Reputation: 4618
I am using the following code to convert my list of lists to a co-occurrence matrix.
lst = [
['a', 'b'],
['b', 'c', 'd', 'e'],
['a', 'd'],
['b', 'e']
]
u = (pd.get_dummies(pd.DataFrame(lst), prefix='', prefix_sep='')
.groupby(level=0, axis=1)
.sum())
v = u.T.dot(u)
v.values[(np.r_[:len(v)], ) * 2] = 0
print(v)
My output is as follows:
a b c d e
a 0 1 0 1 0
b 1 0 1 1 2
c 0 1 0 1 1
d 1 1 1 0 1
e 0 2 1 1 0
I would like to transform my co-occurrence matrix to a weighted undirected
networkx graph where weights
represent the co-occurrence count in the matrix.
Currently, I have tried to do it as follows. However, I am not sure how I can insert weights to the graph.
print("get x and y pairs")
#get (x,y) pairs from the cooccurrence matrix
arr = np.where(v>=1)
corrs = [(v.index[x], v.columns[y]) for x, y in zip(*arr)]
#get the unique pairs
final_arr = []
for x, y in corrs:
if (y,x) not in final_arr:
final_arr.append((x,y))
#construct the graph
G = nx.Graph()
nodes_vocabulary_list = ['a', 'b', 'c', 'd', 'e']
G.add_nodes_from(nodes_vocabulary_list)
G.add_edges_from(final_arr)
I am wondering if there is a more easy way to do it networkx
?
I am happy to provide more details if needed.
Upvotes: 4
Views: 2984
Reputation: 863731
I believe you can use:
lst = [
['a', 'b'],
['b', 'c', 'd', 'e'],
['a', 'd'],
['b', 'e']
]
u = pd.get_dummies(pd.DataFrame(lst), prefix='', prefix_sep='').sum(level=0, axis=1)
v = u.T.dot(u)
#set 0 to lower triangular matrix
v.values[np.tril(np.ones(v.shape)).astype(np.bool)] = 0
print(v)
a b c d e
a 0 1 0 1 0
b 0 0 1 1 2
c 0 0 0 1 1
d 0 0 0 0 1
e 0 0 0 0 0
#reshape and filter only count > 0
a = v.stack()
a = a[a >= 1].rename_axis(('source', 'target')).reset_index(name='weight')
print(a)
source target weight
0 a b 1
1 a d 1
2 b c 1
3 b d 1
4 b e 2
5 c d 1
6 c e 1
7 d e 1
Create graph by from_pandas_edgelist
import networkx as nx
G = nx.from_pandas_edgelist(a, edge_attr=True)
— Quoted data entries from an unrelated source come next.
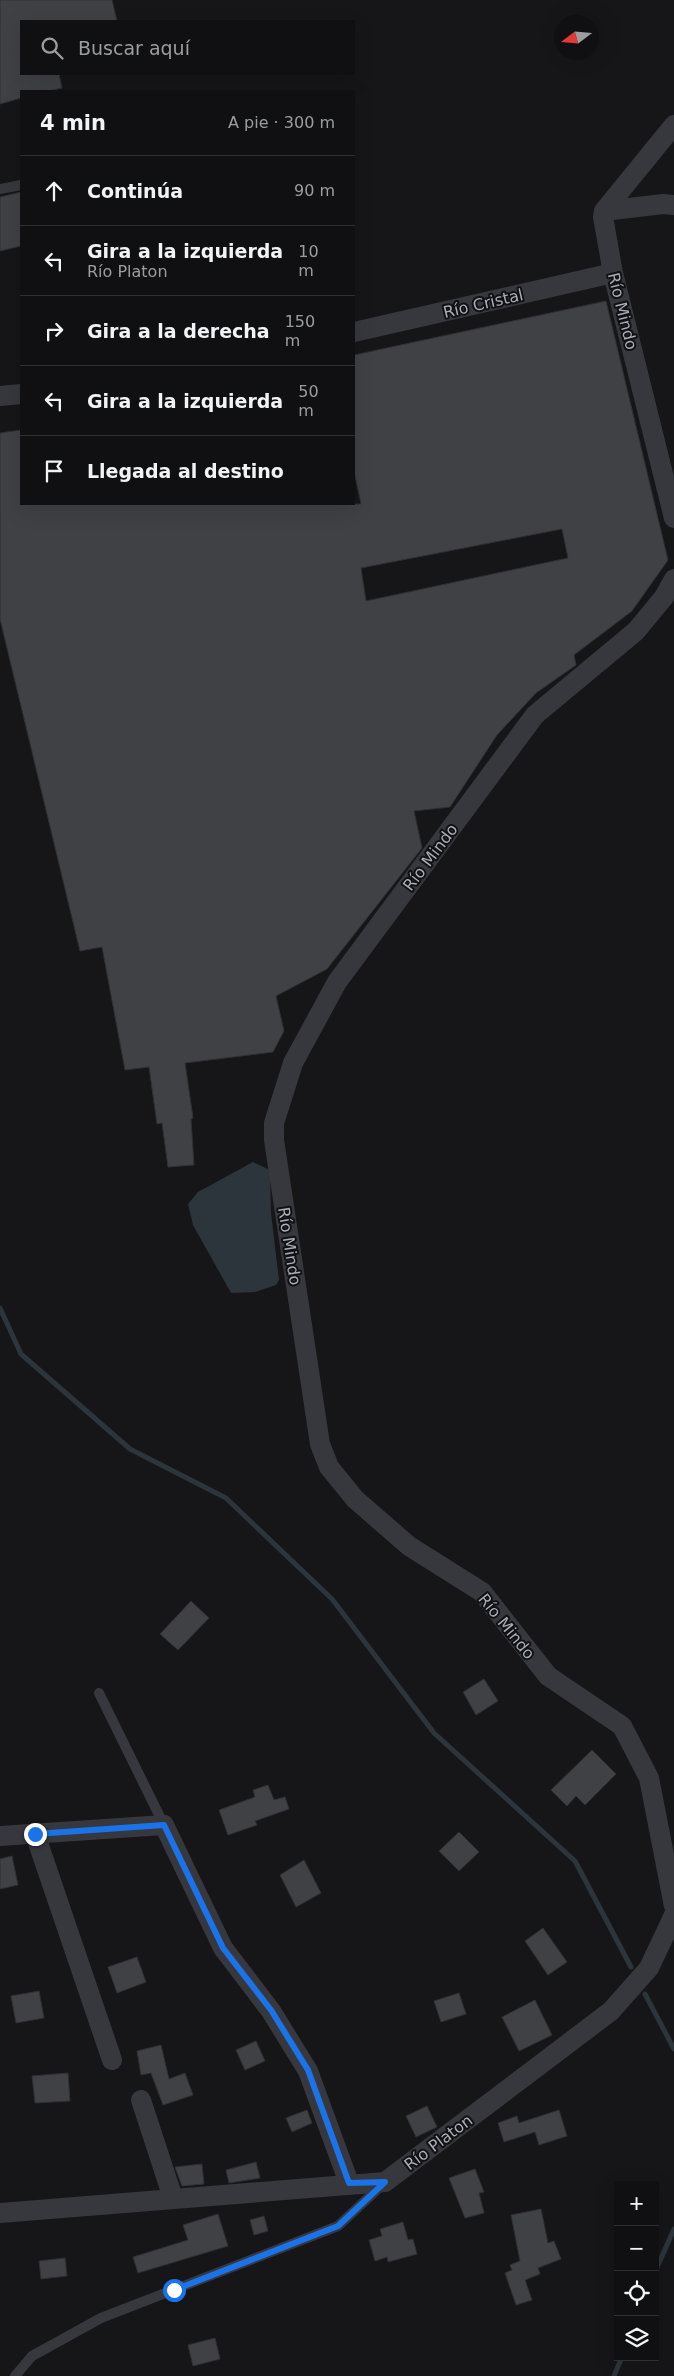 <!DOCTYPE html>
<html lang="es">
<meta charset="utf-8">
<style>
body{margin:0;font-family:"DejaVu Sans",sans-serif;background:#19191b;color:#f1f3f6}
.controls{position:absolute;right:15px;bottom:15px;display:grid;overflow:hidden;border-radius:0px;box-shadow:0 5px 20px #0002}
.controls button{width:45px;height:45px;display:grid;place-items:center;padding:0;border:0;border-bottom:1px solid #303032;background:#101012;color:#f1f3f6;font:25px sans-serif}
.compass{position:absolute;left:554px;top:15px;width:45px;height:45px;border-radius:50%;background:#101012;box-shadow:0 5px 20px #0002;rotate:254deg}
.stop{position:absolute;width:15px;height:15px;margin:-11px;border:4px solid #1a73e8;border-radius:50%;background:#fff}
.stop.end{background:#1a73e8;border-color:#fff;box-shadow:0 1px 5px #0008}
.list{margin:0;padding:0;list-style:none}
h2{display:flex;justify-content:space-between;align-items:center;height:65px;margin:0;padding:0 20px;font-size:21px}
h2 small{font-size:16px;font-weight:400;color:#9c9d9f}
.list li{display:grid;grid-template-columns:32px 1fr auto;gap:15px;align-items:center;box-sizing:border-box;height:70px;padding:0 20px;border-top:1px solid #303032}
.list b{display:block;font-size:19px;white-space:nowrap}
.list p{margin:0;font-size:16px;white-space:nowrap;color:#9c9d9f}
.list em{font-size:16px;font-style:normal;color:#9c9d9f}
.icon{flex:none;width:28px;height:28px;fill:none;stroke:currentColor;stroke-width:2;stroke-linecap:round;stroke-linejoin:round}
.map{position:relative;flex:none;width:674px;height:2376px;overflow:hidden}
.search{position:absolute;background:#101012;box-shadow:0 5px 20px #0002;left:20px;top:20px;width:335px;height:55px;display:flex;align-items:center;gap:12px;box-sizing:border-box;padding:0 18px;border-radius:0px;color:#9c9d9f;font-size:19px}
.panel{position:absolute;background:#101012;box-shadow:0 5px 20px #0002;left:20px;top:90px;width:335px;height:415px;border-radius:0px}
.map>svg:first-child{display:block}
.water{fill:#2c353c}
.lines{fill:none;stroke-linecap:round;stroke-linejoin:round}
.stream{stroke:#2c353c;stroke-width:5}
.building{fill:#404145;stroke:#303034;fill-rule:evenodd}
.lane{stroke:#37383d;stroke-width:10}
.street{stroke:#37383d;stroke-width:20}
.route{stroke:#1a73e8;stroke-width:6}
.labels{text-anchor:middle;stroke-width:4;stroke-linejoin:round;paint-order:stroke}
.street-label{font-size:16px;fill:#a8adb8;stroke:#111113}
</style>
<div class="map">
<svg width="674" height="2376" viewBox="0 0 674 2376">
<rect width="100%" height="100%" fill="#161618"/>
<path class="water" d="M253,1162L270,1170L271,1213L279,1280L276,1285L255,1292L231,1293L193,1225L188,1204L198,1192Z"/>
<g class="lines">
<path class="stream" d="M0,1308L21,1354L130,1449L226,1498L332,1599L434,1733L575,1861L631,1967
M645,1994L674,2049
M655,2272L674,2229
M614,2376L622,2357"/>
</g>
<path class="building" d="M0,0H112L117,21H21V74H59L62,88L49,91H21V98L0,104Z
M21,192V246L0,251V197Z
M606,301L668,560L632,611L574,655L576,665L536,693L497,735L450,807L414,811L422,848L327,969L276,996L284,1031L273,1052L185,1063L193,1118L191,1119L194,1165L168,1167L162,1123L157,1124L149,1067L125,1070L102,947L80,951L0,619V433L21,430V504H361L354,471V355ZM562,529L568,558L366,601L361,568Z
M191,1601L209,1618L178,1650L160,1634Z
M484,1679L498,1701L476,1715L463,1692Z
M592,1750L616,1774L585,1805L576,1796L567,1806L551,1790Z
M268,1785L274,1800L285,1797L289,1809L255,1821L257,1825L228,1835L219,1810L255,1797L253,1790Z
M459,1832L479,1852L459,1871L439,1851Z
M12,1856L18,1885L0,1889V1859Z
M304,1860L321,1893L296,1907L280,1875Z
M543,1928L567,1962L548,1975L525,1941Z
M137,1957L146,1982L117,1993L108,1967Z
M39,1991L44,2018L16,2023L11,1996Z
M459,1993L466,2014L441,2022L434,2001Z
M535,2000L552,2035L519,2051L502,2017Z
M256,2041L265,2061L245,2070L236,2050Z
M161,2045L169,2079L185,2073L193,2095L163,2105L151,2073L141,2075L137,2051Z
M68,2073L70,2101L35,2103L32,2076Z
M427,2106L437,2127L416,2137L406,2116Z
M307,2110L312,2123L292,2132L286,2118Z
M559,2110L567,2136L539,2145L535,2132L504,2142L498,2123L517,2116L519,2123Z
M256,2162L260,2178L229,2183L226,2170Z
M202,2164L204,2184L182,2186L175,2167Z
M475,2169L484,2192L479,2193L484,2213L465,2218L449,2178Z
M541,2209L548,2243L554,2241L561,2259L538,2268L540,2274L525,2280L532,2300L516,2305L505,2273L512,2270L510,2265L520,2261L511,2215Z
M218,2214L228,2246L138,2273L133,2257L188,2240L183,2225Z
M264,2216L268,2231L254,2235L250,2220Z
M403,2222L408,2240L413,2239L417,2254L388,2262L387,2257L375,2261L369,2240L382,2236L380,2229Z
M65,2258L67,2276L41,2279L39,2261Z
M215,2338L220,2359L193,2366L188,2345Z"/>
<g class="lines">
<path class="lane" d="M0,189L21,185
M99,1693L164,1825
M15,2376L32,2356L101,2318L338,2226L382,2185"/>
<path class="street" d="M674,125L604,211L603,217L613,273L674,518
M604,211L663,204L674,205
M354,332L613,273
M0,396L21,394
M674,579L664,597L636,631L535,715L337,982L293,1063L274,1123V1140L320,1444L329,1467L355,1499L409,1546L482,1592L548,1676L622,1726L649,1778L674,1906
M35,1834L112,2060
M0,1836L164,1825L223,1948L271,2011L308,2071L349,2183
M141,2100L173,2198
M0,2213L385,2182L611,2011L649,1968L674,1915"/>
</g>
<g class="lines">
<path class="route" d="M35,1834L164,1825L223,1948L271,2010L308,2070L349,2183L385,2182L338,2226L174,2290"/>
</g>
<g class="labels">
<g class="street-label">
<text transform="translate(483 303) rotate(-13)" y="6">Río Cristal</text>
<text transform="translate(623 311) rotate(76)" y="6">Río Mindo</text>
<text transform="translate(430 857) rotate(-53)" y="6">Río Mindo</text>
<text transform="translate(290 1246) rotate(81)" y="6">Río Mindo</text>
<text transform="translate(507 1626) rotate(51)" y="6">Río Mindo</text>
<text transform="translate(438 2142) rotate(-37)" y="6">Río Platon</text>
</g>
</g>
</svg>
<div class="controls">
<button>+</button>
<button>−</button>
<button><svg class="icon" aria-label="locate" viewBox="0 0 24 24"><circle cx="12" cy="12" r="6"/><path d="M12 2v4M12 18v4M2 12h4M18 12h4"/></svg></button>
<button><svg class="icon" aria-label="layers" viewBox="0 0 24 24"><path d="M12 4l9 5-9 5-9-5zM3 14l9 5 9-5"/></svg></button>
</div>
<svg class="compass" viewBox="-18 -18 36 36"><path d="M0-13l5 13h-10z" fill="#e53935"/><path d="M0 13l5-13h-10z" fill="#9c9d9f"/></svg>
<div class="stop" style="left:174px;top:2290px"></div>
<div class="stop end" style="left:35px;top:1834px"></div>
<div class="search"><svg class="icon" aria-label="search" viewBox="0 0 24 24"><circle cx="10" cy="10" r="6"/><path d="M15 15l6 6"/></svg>Buscar aquí</div>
<section class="panel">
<h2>4 min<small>A pie · 300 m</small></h2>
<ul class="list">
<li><svg class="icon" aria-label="ahead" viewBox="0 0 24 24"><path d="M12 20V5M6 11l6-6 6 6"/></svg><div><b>Continúa</b></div><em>90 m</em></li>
<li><svg class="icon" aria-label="left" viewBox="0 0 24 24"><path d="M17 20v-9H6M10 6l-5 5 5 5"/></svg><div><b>Gira a la izquierda</b><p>Río Platon</p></div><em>10 m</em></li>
<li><svg class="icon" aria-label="right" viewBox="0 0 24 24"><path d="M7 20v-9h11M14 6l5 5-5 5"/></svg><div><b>Gira a la derecha</b></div><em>150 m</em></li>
<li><svg class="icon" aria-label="left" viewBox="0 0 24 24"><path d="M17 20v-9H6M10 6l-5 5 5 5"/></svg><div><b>Gira a la izquierda</b></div><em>50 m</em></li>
<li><svg class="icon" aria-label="arrive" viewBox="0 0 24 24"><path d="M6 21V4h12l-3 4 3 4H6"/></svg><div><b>Llegada al destino</b></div></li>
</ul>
</section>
</div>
print (nx.to_dict_of_dicts(G))
{'a': {'b': {'weight': 1}, 'd': {'weight': 1}},
'b': {'a': {'weight': 1}, 'c': {'weight': 1}, 'd': {'weight': 1}, 'e': {'weight': 2}},
'd': {'a': {'weight': 1}, 'b': {'weight': 1}, 'c': {'weight': 1}, 'e': {'weight': 1}},
'c': {'b': {'weight': 1}, 'd': {'weight': 1}, 'e': {'weight': 1}},
'e': {'b': {'weight': 2}, 'c': {'weight': 1}, 'd': {'weight': 1}}}
Upvotes: 6